# REQUIRED ACTION:
What you return should match the data exactly, from the first line to the last.
*** Block opens ***
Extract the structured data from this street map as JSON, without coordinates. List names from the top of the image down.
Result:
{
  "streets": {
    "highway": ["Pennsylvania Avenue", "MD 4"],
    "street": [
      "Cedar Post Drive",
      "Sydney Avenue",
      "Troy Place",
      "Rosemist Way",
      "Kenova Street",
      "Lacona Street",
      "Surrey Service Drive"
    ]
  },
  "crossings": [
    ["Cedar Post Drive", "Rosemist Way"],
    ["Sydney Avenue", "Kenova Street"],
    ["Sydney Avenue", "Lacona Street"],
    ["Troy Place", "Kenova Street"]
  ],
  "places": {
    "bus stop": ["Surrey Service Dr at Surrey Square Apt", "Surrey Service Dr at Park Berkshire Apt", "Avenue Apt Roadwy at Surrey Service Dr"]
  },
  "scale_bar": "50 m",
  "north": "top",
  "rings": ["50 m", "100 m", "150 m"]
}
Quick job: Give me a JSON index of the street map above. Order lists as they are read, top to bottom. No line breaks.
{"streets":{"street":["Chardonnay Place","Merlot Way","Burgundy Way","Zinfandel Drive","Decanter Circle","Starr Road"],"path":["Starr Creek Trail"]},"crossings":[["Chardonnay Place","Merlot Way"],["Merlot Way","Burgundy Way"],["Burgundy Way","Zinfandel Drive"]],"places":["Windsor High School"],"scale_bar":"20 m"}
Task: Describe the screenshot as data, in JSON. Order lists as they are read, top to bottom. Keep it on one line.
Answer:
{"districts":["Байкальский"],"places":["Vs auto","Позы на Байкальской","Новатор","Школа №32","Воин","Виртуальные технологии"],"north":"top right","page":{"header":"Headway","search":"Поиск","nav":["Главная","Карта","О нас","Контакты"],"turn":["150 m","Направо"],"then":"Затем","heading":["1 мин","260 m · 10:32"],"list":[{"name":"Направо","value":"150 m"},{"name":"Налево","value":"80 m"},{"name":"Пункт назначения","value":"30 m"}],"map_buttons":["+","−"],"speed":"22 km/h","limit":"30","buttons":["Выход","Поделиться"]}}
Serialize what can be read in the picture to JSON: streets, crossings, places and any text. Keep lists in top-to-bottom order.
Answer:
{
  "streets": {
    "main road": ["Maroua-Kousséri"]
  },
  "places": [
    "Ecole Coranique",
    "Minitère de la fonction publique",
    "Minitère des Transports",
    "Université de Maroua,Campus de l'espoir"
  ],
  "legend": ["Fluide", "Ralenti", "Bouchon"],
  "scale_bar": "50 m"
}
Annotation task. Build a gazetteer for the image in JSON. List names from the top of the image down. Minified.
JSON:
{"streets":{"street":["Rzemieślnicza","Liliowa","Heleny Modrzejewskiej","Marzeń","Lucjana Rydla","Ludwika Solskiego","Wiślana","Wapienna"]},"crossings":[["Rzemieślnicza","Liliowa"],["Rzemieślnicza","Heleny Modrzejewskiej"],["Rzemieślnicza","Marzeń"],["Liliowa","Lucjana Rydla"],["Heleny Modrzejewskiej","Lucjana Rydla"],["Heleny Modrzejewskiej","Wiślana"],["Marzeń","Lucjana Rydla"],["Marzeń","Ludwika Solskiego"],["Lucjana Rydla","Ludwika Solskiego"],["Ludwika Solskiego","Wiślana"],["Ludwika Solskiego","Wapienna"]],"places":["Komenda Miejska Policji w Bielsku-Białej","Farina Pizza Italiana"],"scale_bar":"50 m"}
*** Block closes ***
# EXERCISE RESULT:
Extract the structured data from this street map as JSON, without coordinates. List names from the top of the image down.
Result:
{
  "streets": {
    "highway": ["Pennsylvania Avenue", "MD 4"],
    "street": [
      "Cedar Post Drive",
      "Sydney Avenue",
      "Troy Place",
      "Rosemist Way",
      "Kenova Street",
      "Lacona Street",
      "Surrey Service Drive"
    ]
  },
  "crossings": [
    ["Cedar Post Drive", "Rosemist Way"],
    ["Sydney Avenue", "Kenova Street"],
    ["Sydney Avenue", "Lacona Street"],
    ["Troy Place", "Kenova Street"]
  ],
  "places": {
    "bus stop": ["Surrey Service Dr at Surrey Square Apt", "Surrey Service Dr at Park Berkshire Apt", "Avenue Apt Roadwy at Surrey Service Dr"]
  },
  "scale_bar": "50 m",
  "north": "top",
  "rings": ["50 m", "100 m", "150 m"]
}
Quick job: Give me a JSON index of the street map above. Order lists as they are read, top to bottom. No line breaks.
{"streets":{"street":["Chardonnay Place","Merlot Way","Burgundy Way","Zinfandel Drive","Decanter Circle","Starr Road"],"path":["Starr Creek Trail"]},"crossings":[["Chardonnay Place","Merlot Way"],["Merlot Way","Burgundy Way"],["Burgundy Way","Zinfandel Drive"]],"places":["Windsor High School"],"scale_bar":"20 m"}
Task: Describe the screenshot as data, in JSON. Order lists as they are read, top to bottom. Keep it on one line.
Answer:
{"districts":["Байкальский"],"places":["Vs auto","Позы на Байкальской","Новатор","Школа №32","Воин","Виртуальные технологии"],"north":"top right","page":{"header":"Headway","search":"Поиск","nav":["Главная","Карта","О нас","Контакты"],"turn":["150 m","Направо"],"then":"Затем","heading":["1 мин","260 m · 10:32"],"list":[{"name":"Направо","value":"150 m"},{"name":"Налево","value":"80 m"},{"name":"Пункт назначения","value":"30 m"}],"map_buttons":["+","−"],"speed":"22 km/h","limit":"30","buttons":["Выход","Поделиться"]}}
Serialize what can be read in the picture to JSON: streets, crossings, places and any text. Keep lists in top-to-bottom order.
Answer:
{
  "streets": {
    "main road": ["Maroua-Kousséri"]
  },
  "places": [
    "Ecole Coranique",
    "Minitère de la fonction publique",
    "Minitère des Transports",
    "Université de Maroua,Campus de l'espoir"
  ],
  "legend": ["Fluide", "Ralenti", "Bouchon"],
  "scale_bar": "50 m"
}
Annotation task. Build a gazetteer for the image in JSON. List names from the top of the image down. Minified.
JSON:
{"streets":{"street":["Rzemieślnicza","Liliowa","Heleny Modrzejewskiej","Marzeń","Lucjana Rydla","Ludwika Solskiego","Wiślana","Wapienna"]},"crossings":[["Rzemieślnicza","Liliowa"],["Rzemieślnicza","Heleny Modrzejewskiej"],["Rzemieślnicza","Marzeń"],["Liliowa","Lucjana Rydla"],["Heleny Modrzejewskiej","Lucjana Rydla"],["Heleny Modrzejewskiej","Wiślana"],["Marzeń","Lucjana Rydla"],["Marzeń","Ludwika Solskiego"],["Lucjana Rydla","Ludwika Solskiego"],["Ludwika Solskiego","Wiślana"],["Ludwika Solskiego","Wapienna"]],"places":["Komenda Miejska Policji w Bielsku-Białej","Farina Pizza Italiana"],"scale_bar":"50 m"}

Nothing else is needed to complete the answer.